The record grabs you with the one-two punch of “Car and Driver” and “If I Wanted to Be Famous (I’d Have Shot Someone)” which wrest your attention from whatever suddenly-secondary thoughts you might be having and focus you on the issue at hand. The former has the feel of a boozy, carnivalesque romp later visited on “If You Only Knew”, while the latter has a the feelings of a Mekons-like musical search and destroy mission, permanently dynamiting itself a place in the back of your skull.
As befits a man in his 30s who’d spent the better part of a decade in dead-end bars and clubs, Lopez delivers his lyrics about fear, loss, desperation and failure in a voice that splits the difference between a sneer, a bellow and a mewl. His songs have titles like “Please Don’t Go Downtown Tonight”, “I Hope You’ll Never See Me Like This” and “Ma, Look What the City Did to Me”. They paint the picture of a man at the end of any number of ropes, trying to hold onto anything meaningful he can find, most often a woman. He does counter this sad-sack routine with preciously guarded slivers of optimism like “Make It New Again”, which lightens up the mood at least enough to stifle full-on depression (at least until everyone sobers up).

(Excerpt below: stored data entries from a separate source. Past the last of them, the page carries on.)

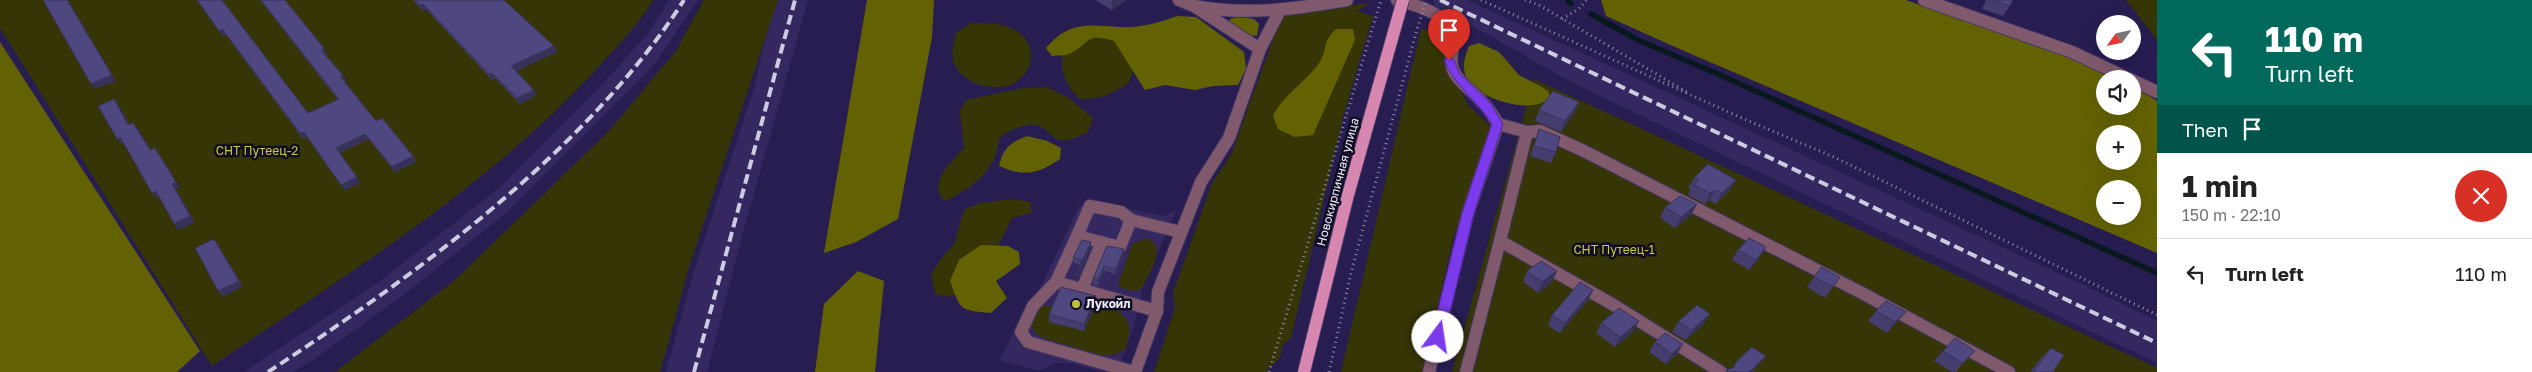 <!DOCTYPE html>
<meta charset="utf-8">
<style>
body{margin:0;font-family:"Golos Text",sans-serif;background:#f6f6f6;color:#222;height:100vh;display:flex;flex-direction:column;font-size:19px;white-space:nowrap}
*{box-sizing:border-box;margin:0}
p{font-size:16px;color:#767676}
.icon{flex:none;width:28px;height:28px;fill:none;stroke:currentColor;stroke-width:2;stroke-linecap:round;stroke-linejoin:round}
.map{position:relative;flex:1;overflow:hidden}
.sheet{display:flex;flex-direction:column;background:#fff;width:375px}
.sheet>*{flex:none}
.guide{background:#00695c;color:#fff;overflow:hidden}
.needle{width:32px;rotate:237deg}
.tools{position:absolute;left:2096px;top:15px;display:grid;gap:10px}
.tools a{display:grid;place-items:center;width:45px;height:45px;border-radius:50%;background:#fff;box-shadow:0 5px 20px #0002;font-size:25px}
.pin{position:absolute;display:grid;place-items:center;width:42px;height:42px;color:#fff;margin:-51px -21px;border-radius:50% 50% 50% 0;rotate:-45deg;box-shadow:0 0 5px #0007}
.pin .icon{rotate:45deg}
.me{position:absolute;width:55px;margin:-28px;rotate:14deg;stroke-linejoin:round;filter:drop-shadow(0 0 4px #0008)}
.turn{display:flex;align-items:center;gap:18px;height:105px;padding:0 25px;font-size:22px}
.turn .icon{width:65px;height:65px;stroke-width:2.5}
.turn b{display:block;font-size:35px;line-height:42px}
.then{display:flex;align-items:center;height:48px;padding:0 25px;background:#0003;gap:10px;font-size:19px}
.round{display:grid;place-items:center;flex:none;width:52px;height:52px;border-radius:26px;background:#f6f6f6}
.head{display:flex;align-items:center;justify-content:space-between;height:85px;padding:0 25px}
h1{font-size:30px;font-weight:700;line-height:38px}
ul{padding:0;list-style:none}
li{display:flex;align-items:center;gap:15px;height:70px;padding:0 25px;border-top:1px solid #e0e0e0}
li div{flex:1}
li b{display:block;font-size:19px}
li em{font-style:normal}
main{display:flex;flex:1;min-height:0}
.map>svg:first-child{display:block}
</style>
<main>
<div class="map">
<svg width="2157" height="372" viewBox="0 0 2157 372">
<rect width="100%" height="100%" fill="#281d51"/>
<g fill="#352861">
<path d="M669,0h29l-46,67 -147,147 -99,79 -93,67 -21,12h-48l135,-90 121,-95 101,-101 47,-53z"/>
<path d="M774,0h34l-69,247 -32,125h-41l26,-94 63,-193z"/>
<path d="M1434,0h33l615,284 75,37v42l-580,-278 -144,-81z"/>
<path d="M1090,202h8l65,14 13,-6 -33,77 -11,45 -15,40h-14l-32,-9h-15l-17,8 -39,-11 16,-33 6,-2 57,-118z"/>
</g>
<g fill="#363506">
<path d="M0,0h653c-16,27 -39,49 -60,73 -110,118 -249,203 -381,293l-212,-338z"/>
<path d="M704,0h74l-88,264 -30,108h-325l120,-92 154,-149 67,-80z"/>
<path d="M2126,0h31v40z"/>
<path d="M1369,3l-12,8 16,5 -29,98 -53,224 -9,8 -2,12 -15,14h-111l21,-64 -2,-15 39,-110 19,-28 48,-132 7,-8 14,-3z"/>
<path d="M971,23c14,0 29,-1 42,6 21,10 24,35 7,50 -18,17 -61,6 -67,-19 -2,-9 1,-19 3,-27z"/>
<path d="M1421,29l29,5 10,52 7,18 23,22v9l-37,104 -30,133h-82z"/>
<path d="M1085,34l33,4 16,32 -6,14 -22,12 -25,4c-15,-14 -20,-26 -19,-46z"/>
<path d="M1534,79l623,289v4h-705z"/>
<path d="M1047,87l22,11 24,20 -5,14c-9,4 -23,12 -33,6 -5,-4 -10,-10 -16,-12 -12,-5 -30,5 -40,12 -2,32 -27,51 -55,63 -17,-20 8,-37 20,-54l-4,-36 6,-11 57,-12z"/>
<path d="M1012,199l18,3 2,10 -20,6 -14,28 -36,46 -13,5 -14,-3 -4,-19 9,-15 14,-16 10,-34 16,-7z"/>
<path d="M1147,238c21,8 2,35 -4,49 -8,7 -18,3 -25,-2l14,-41z"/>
<path d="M1042,305c31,7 104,-16 84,44l-10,5 -13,2 -57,-17 -10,-5 -6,-10 5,-13z"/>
</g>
<g fill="#636203" fill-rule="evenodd">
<path d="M867,0h67l-2,37 -34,182 -42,23 -32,11z"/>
<path d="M1601,0h305l204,71 12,8h-17v27h27l1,-21 24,16v152l-473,-202 -78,-35zM2105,134h27v27h-27zM2105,189h27v27h-27z"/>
<path d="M1177,16l19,1 48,35 2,17 -8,16 -25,1 -18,4 -30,-5 -20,5 -31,-49c-31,-9 -23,3 -45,13 -4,2 -12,1 -17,2l-6,-8c23,-27 42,-23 74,-21 20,1 39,-4 57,-11z"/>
<path d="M1239,17l15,2 5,5 -2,12 -10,-1 -18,-11 1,-5z"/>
<path d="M1336,29h17l2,11 -42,95 -18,2 -17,-8 -5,-13c11,-22 33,-34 46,-53 9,-13 2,-20 17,-34z"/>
<path d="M0,42l200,309 -23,21h-177z"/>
<path d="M1479,43l20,9 20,23 23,12 6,4 3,6c-3,2 -6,5 -10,6 -21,9 -76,-8 -77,-35 -1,-7 3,-16 5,-22z"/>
<path d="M1027,136l20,5 14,7 -1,11c-22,15 -36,18 -61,7 4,-18 11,-23 28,-30z"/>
<path d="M981,245l27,1 11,6 1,12 -24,17 11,17 -16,15c-32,-3 -30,-2 -41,-32l9,-21z"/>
<path d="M858,271l26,10 -9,91h-60l9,-68z"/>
</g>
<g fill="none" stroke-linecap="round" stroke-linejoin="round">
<g stroke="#08181f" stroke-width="5.5">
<path d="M1568,0l3,4"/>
<path d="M1591,14l49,27 78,33 439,199"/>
</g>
<g stroke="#403665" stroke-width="14">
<g id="minor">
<path d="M1179,0l15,6 66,43"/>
<path d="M1397,0c22,6 58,15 56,44 -1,11 -4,20 2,30 7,11 19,18 27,28 7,6 11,14 16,22l-30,89 -39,159"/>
<path d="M1924,0l148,52 85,40"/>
<path d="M1194,6c52,10 101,3 153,-6"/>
<path d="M1498,124l29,8"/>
<path d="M1077,236l13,-30 31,6 10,8"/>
<path d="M1056,282l-23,24 -12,26 7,10 106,30"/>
<path d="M1082,289l20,-47"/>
<path d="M1157,311l-101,-29 21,-46 43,11 11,-27 50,12"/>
<path d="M1135,372l22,-61 1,-19 43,-110 28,-44 31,-89 19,-37"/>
<path d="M1466,372l34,-131"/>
<path d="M1721,372l-109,-68 -112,-63 27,-109 13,-1 44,20 276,141 149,80"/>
</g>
</g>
<g stroke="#403665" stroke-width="14">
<path id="major" d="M1304,372l44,-177 47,-167"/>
</g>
<g stroke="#8f8aaa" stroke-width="3" stroke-dasharray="1 4" stroke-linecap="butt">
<path d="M1481,0l263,119 90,38 323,158"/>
<path d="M1525,0l14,5 148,87"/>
<path d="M1562,19l18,-11 6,-8"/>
<path d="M1269,372l112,-372"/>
<path d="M1329,372l22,-99 65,-240"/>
</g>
<use href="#minor" stroke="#80596c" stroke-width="12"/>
<use href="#major" stroke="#d787af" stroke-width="12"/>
<g stroke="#cdcbdf" stroke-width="4" stroke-dasharray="10 5" stroke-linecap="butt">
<path d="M1440,0l717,343"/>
<path d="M268,372c148,-97 320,-222 416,-372"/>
<path d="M694,372l101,-372"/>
</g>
<g stroke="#403665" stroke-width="14" stroke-linecap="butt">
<path id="major-bridge" d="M1395,28l8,-28"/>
</g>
<path stroke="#8f8aaa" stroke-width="3" stroke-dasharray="1 4" stroke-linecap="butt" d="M1416,33l10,-33"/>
<use href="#major-bridge" stroke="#d787af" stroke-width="12"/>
</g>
<g fill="#443d6d">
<path d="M197,0l111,113 30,-13 -78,-100h25l42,54 -2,1 18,20 3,6 -2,1 32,39 37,35 3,6 -21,10 -26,-33 -29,14 20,30 -16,7 -37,-53 -4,2 -77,-104 -3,1z"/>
<path d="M413,0h91l53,52 -41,19 21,24 -17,9 -25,-26 -3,2 -66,-71 -3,2z"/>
<path d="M1095,0h32l-15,10z"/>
<path d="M1986,0h27l-3,6 -7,10 -21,-7z"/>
<path d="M1579,102l-4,10 -14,20 -26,-11 4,-11z"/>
<path d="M1539,129l17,23 -5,11 -21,-7z"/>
<path d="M1694,178l36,12 -14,14 -7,-4 -4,4 -17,-9 3,-6 -3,-1z"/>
<path d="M1697,204l-6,11 -16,13 -15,-10 5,-11z"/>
<path d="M1091,242v6l-15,31 4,-14 -6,-2 -1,-5z"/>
<path d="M1107,246l17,8 -9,20 -11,-3 -6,15 -5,-2v-5z"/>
<path d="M1738,250l22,8 -11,12 -17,-10z"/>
<path d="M1527,271h30l-5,11 -14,11 -15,-11z"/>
<path d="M1814,277h26l-15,21 -18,-11z"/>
<path d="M1593,290l-5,10 -28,33 -12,-7 4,-11z"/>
<path d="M1096,296v8l-12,27 -35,-9v-8z"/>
<path d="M1876,311l21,11 -10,11 -19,-12z"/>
<path d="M1678,322l26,2 -18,16 -14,-8z"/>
<path d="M1601,323l32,9 -18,15 -19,-14z"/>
<path d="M1655,342l28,2 -6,10 -11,10 -17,-12z"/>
<path d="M2051,348l2,24h-23l11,-14z"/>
<path d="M1943,351h32l-20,21h-3l-18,-11z"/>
</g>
<g fill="#373259">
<path d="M67,0h1l48,81 -21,8 -4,-5z"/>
<path d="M1112,0h15l-15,10z"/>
<path d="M423,4l3,5 -3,2 -3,-6z"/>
<path d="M223,30l3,5 -3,1 -4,-5z"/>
<path d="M554,46l3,6 -43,20 -3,-6z"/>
<path d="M324,48l3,6 -3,1 -3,-5z"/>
<path d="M492,73l3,5 -3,2 -3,-6z"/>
<path d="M343,75l3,6 -3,1 -3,-6z"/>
<path d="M534,90l3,5 -17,9 -3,-6z"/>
<path d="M114,99l4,5 15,26 -5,-5z"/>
<path d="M1579,102l-4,10 -14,20 4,-11z"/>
<path d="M133,123l5,5 16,27 -4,-5z"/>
<path d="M304,132l3,5 -4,2 -3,-6z"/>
<path d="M365,134l4,5 -30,14 -3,-5z"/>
<path d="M120,137l5,6 -3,1 -5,-5z"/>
<path d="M155,148l25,39 -4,2 19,33 -17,8 -4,-6 -2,-40z"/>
<path d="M413,156l3,6 -21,10 -3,-5z"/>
<path d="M357,177l3,6 -16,7 -3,-5z"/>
<path d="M1736,180l-6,10 -14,14 6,-11z"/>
<path d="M1715,190l-6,10 -4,4 5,-11z"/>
<path d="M156,191l4,6 -3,1 -5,-5z"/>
<path d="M1697,204l-6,11 -16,13 6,-11z"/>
<path d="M214,239l4,6 25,41 -20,11 -5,-6z"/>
<path d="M1091,242v6l-15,31v-5z"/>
<path d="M1766,247l-6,11 -11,12 7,-10z"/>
<path d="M1124,249v5l-9,20 1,-5z"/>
<path d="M1104,266v5l-6,15v-6z"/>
<path d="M1557,271l-5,11 -14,11 4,-11z"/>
<path d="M1593,290l-5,10 -28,33 5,-10z"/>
<path d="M1096,296v8l-12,27v-7z"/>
<path d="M1906,312l-9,10 -10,11 8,-11z"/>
<path d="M1710,314l-6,10 -18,16 6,-10z"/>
<path d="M1639,321l-6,11 -18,15 5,-10z"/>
<path d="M1683,344l-6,10 -11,10 6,-10z"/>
<path d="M1766,356l-8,10 -5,6h-4z"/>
</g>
<g fill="#4f477f" stroke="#373259">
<path d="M43,0h24l45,75 -21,9z"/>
<path d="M197,0h25l86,113 31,-14 -78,-99h24l39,48 -3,2 22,25 -3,1 36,45 6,-3 31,38 -21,11 -27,-33 -29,14 21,29 -16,8 -37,-53 -4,1 -77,-103 -4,1z"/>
<path d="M415,0h89l50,46 -43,20 23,24 -17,8 -25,-25 -3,1 -66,-70 -3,1z"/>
<path d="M1993,0h20l-3,6z"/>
<path d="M1553,91l26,11 -14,19 -26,-11z"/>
<path d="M114,99l14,26 5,-2 17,27 5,-2 21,34 -4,2 18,32 -16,8 -18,-33 -4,2 -32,-56 -3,2 -19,-33z"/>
<path d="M1539,129l21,8 -4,15 -22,-6z"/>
<path d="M1708,164l28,16 -14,13 -7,-3 -5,3 -16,-8 5,-5 -5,-2z"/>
<path d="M1680,196l17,8 -16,13 -16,-10z"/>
<path d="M1749,238l17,9 -10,13 -18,-10z"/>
<path d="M214,239l25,42 -21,10 -23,-43z"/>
<path d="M1082,240l9,2 -15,32 6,-14 -9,-2z"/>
<path d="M1107,246l17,3 -8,20 -12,-3 -6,14 -5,-1z"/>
<path d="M1541,261l16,10 -15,11 -15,-11z"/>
<path d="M1821,267l19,10 -7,10 -19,-10z"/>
<path d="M1580,282l13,8 -28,33 -13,-8z"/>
<path d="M1061,287l35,9 -12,28 -35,-10z"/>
<path d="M1886,301l20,11 -11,10 -19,-11z"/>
<path d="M1697,305l13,9 -18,16 -14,-8z"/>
<path d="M1619,308l20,13 -19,16 -19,-14z"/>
<path d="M1665,333l18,11 -11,10 -17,-12z"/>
<path d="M1955,338l20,13 -12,12 -20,-12z"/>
<path d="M1752,347l14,9 -17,16h-24l2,-2 7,-3 2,-5z"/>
<path d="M2051,348l13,7 -11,17h-20z"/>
</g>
<path fill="#7c3aed" stroke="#51269a" d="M1449,57l5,3 5,13 32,31 12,20 -29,89 -30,124 -6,5 -7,-5 31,-124 30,-89c-14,-23 -38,-38 -48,-64z"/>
<circle fill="#bfbe41" stroke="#110d23" stroke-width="2" cx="1076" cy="304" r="5"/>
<g text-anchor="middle" stroke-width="5" stroke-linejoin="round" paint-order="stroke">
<g font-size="12" fill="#cdcb3a" stroke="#110d23">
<text x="257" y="155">СНТ Путеец-2</text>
<text x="1614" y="254">СНТ Путеец-1</text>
</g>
<g font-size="12" fill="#eeedfb" stroke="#110d23">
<text transform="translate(1338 182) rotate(-75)" y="4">Новокирпичная улица</text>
</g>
<g font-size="12" font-weight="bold" fill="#eeedfb" stroke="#110d23" text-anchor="start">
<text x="1086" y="308">Лукойл</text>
</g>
</g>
</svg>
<div class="tools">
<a><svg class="needle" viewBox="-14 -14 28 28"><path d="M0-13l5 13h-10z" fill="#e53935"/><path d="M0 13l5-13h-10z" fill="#767676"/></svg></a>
<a><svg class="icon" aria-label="sound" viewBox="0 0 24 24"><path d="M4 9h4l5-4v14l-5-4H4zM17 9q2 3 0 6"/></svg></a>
<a>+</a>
<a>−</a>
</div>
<div class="pin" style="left:1449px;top:60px;background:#d93025"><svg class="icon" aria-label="arrive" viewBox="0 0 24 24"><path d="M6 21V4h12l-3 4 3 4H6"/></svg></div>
<svg class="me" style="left:1438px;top:337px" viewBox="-20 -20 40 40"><circle r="19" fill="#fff"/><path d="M0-13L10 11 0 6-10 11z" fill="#7c3aed"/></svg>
</div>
<section class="sheet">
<div class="guide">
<div class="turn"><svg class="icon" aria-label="left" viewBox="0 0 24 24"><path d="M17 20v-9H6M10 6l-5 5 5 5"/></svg><div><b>110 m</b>Turn left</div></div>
<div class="then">Then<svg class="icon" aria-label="arrive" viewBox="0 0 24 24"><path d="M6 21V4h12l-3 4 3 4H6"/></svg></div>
</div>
<div class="head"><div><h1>1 min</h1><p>150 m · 22:10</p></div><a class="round" style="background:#d93025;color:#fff"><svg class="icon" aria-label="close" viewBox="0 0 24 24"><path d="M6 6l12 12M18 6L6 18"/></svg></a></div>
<ul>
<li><svg class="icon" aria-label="left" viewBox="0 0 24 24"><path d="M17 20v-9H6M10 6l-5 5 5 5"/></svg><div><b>Turn left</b></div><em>110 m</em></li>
</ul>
</section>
</main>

Even though it’s too of a piece to be tagged with that near-obligatory double LP descriptor, “sprawling”, the Rock*A*Teens know just when to switch of the formula on Sweet Bird of Youth to keep it from getting too godawful draggy (OK, maybe they could have saved a COUPLE of songs for b-sides). The sticky, sing-songy melody of “Lee Knows Every Raindrop”, for example, shows the band’s poppy side while the fuzzy blast of “Our Future Was Then” cuts through the dramatics to deliver some kick to the record’s second half. Elsewhere, Lopez’s sweet duet with Shannon Wright on “It’s Destiny” gives us the closest thing we’ll get to a ballad (complete with what sounds like marimbas) and succeeds brilliantly in paring down the instrumentation while honing in on the record’s fundamental romantic despair.
The release comes with a bonus disc/download. It’s the Rock*A*Teens’ final show (until now), recorded at the Caledonia Lounge on the day before New Year’s Eve 2002 (it was also the band’s second-to-last show). As seems fitting for the band, it sounds like a soundboard recording of about C+/B- quality. There doesn’t seem to be a huge audience to hear the group power through a broad swath of their five-album catalog. A lot of the shimmering brilliance, the rafters-rousing hopelessness that made that Sweet Bird sing seems to be conspicuously absent here. The live disc mostly serves to show just how underappreciated they were at the time.
Chris Lopez has intimated in interviews that the band is still hoping to play on this reunion tour. I desperately hope that they do. They need to be playing festivals and double-headlining bills for people who’ve never heard them before because these are the kinds of songs that reach out and touch you. Merge has done us all a favor by giving another generation the chance to discover the Rock*A*Teens, hopefully more people will do themselves themselves the favor of listening the second time around.